You’ve worked with the Finisterre crew for so long and being such a big part of defining our visual identity. We’ve worked on many projects together so, how has that journey been for you?
It’s interesting. I’ve always kind of been a bit on the outside, because I’ve had other projects going on as well. But yeah, it is probably around seven or eight years that I’ve been involved with you guys and I’ve seen you grow, I’ve seen you go through bad periods and good periods. I’ve seen your stores open and the wetsuit development… Coming through with the wetsuits was a great thing to see happen, because you’d been a cold water surf brand without a wetsuit and we just really wanted you to make one. And it happened, and you make a great wetsuit! So it’s great to have seen that happen from a product point of view.
It’s just been amazing to watch you grow really. And it’s good to see when you go into the stores as well, a lot of the really cool trips and memories are dotted around your stores on the walls. It’s like walking into a photo gallery of good times for me.
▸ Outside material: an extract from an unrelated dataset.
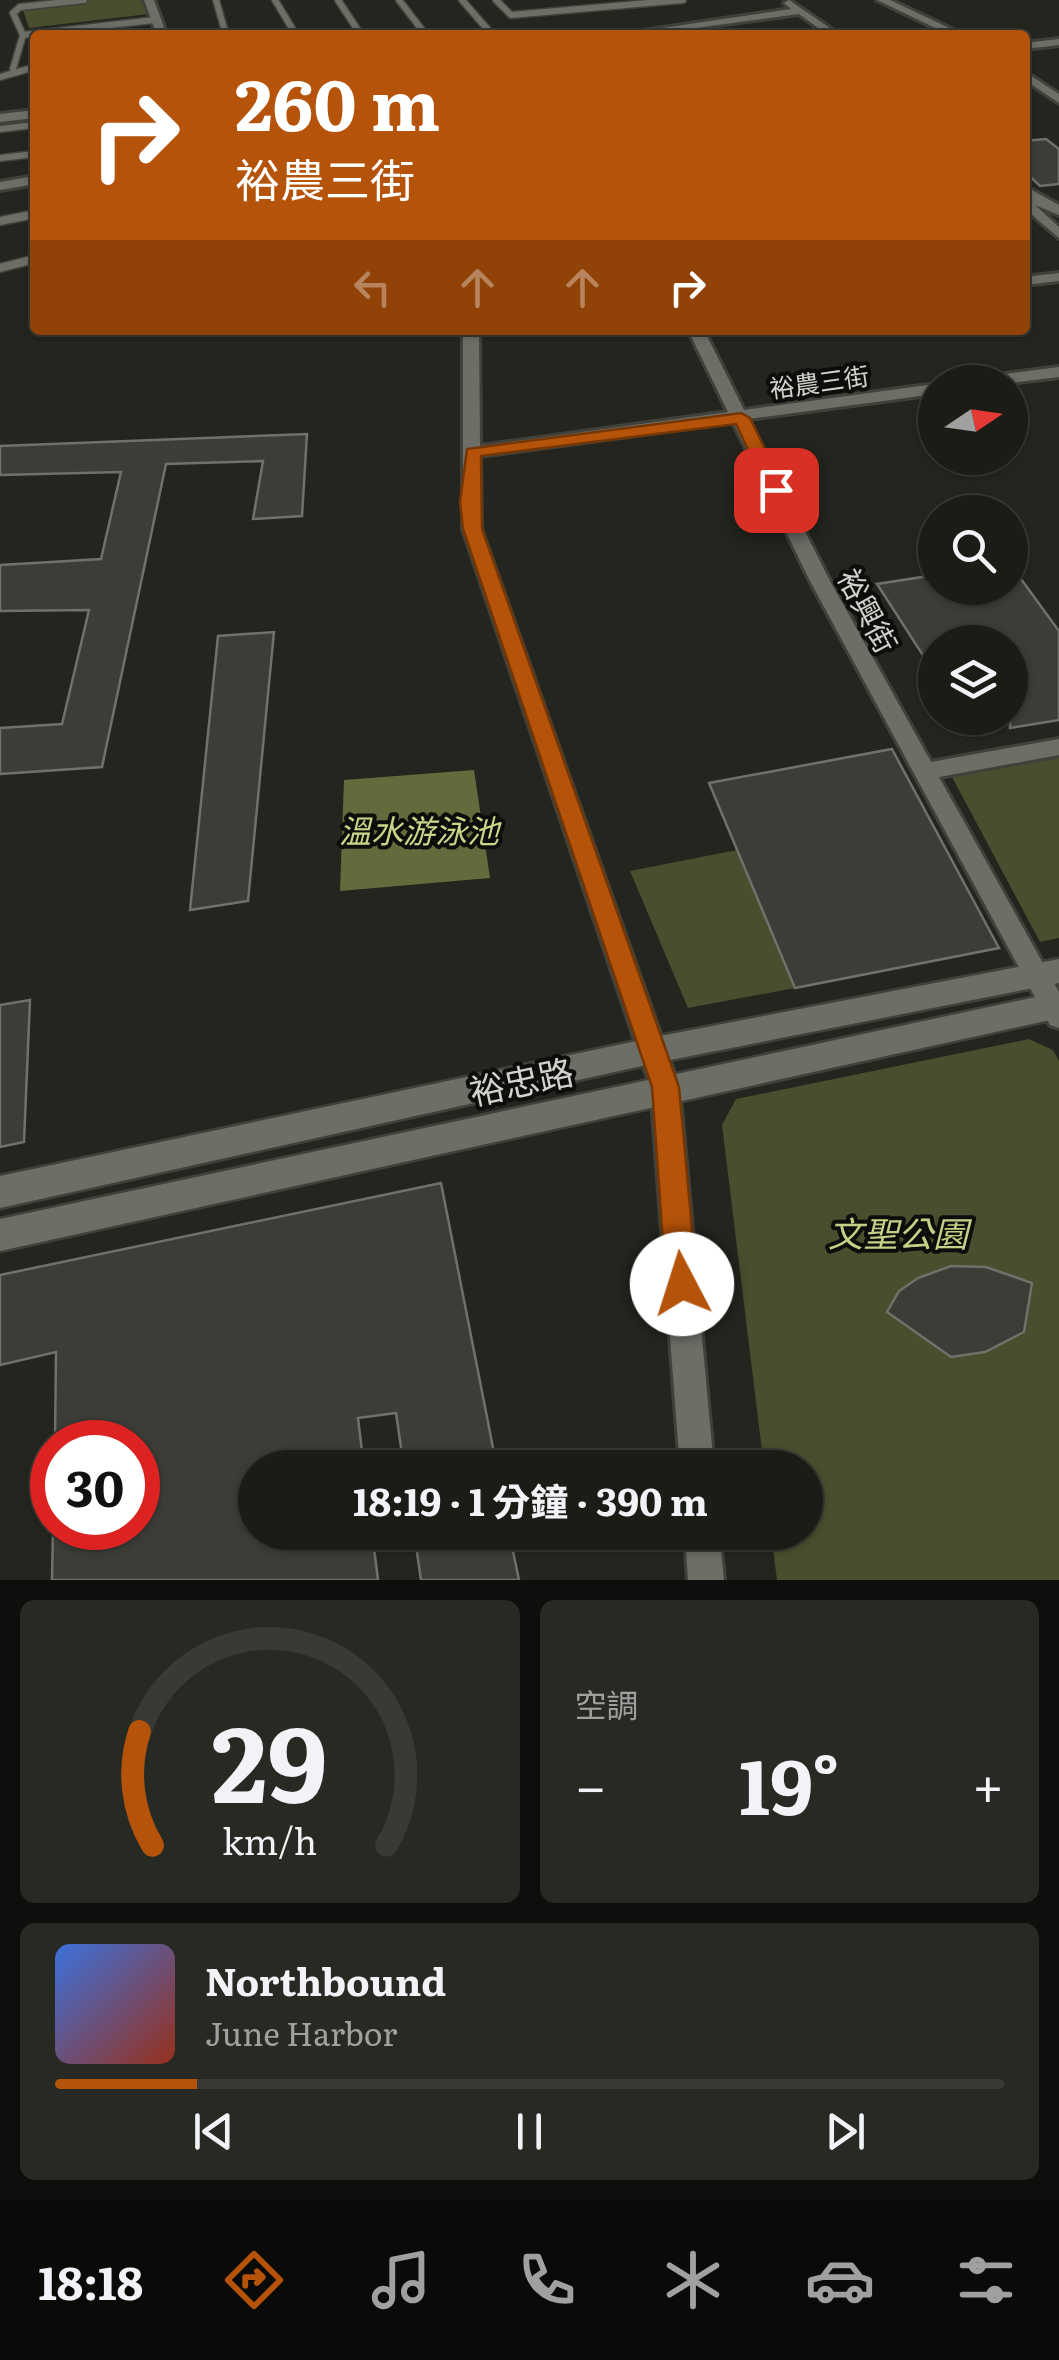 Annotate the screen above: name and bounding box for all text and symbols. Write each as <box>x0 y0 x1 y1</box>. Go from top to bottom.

We’ve been talking with Tom and Dave about coming to the North East for a long long time, probably since the first time we ever spoke. So to finally get the Finisterre crew to the East Coast, although we didn’t get the best waves, it was really cool to show them some of the locations and to hang out with the guys.
Surfing in the North East is not for the faint hearted, so how did you first get into surfing here, and do you remember your first surf on these shores?
I was about 13 or 14 when I first saw surfing. I pestered my dad, got a board and just got set up. I think I actually surfed in Scotland before the North East, because I’ve got family up there and I know some of the beaches we used to go on holiday to and we used to get waves there.
But when I first saw waves on the East Coast… it was Cayton Bay which is just near Scarborough. I remember being on a family holiday there and just being quite amazed at how perfect the waves were. It was cold, I think it was around March or April and I only had a 3.2 with no boots gloves or hood, but that was my first East Coast surf. I was so excited to see waves, not that far from home, that I stayed in for ages and I remember being so cold when I came in.
So no one really got you into it then. You just saw it, fell in love and went for it?
Yeah, exactly. No one in my family prior to me surfed and I didn’t have any friends who surfed, I just saw it in Cornwall on a holiday and thought, ‘yep, I want to do that’, pestered my dad for a board and there you go.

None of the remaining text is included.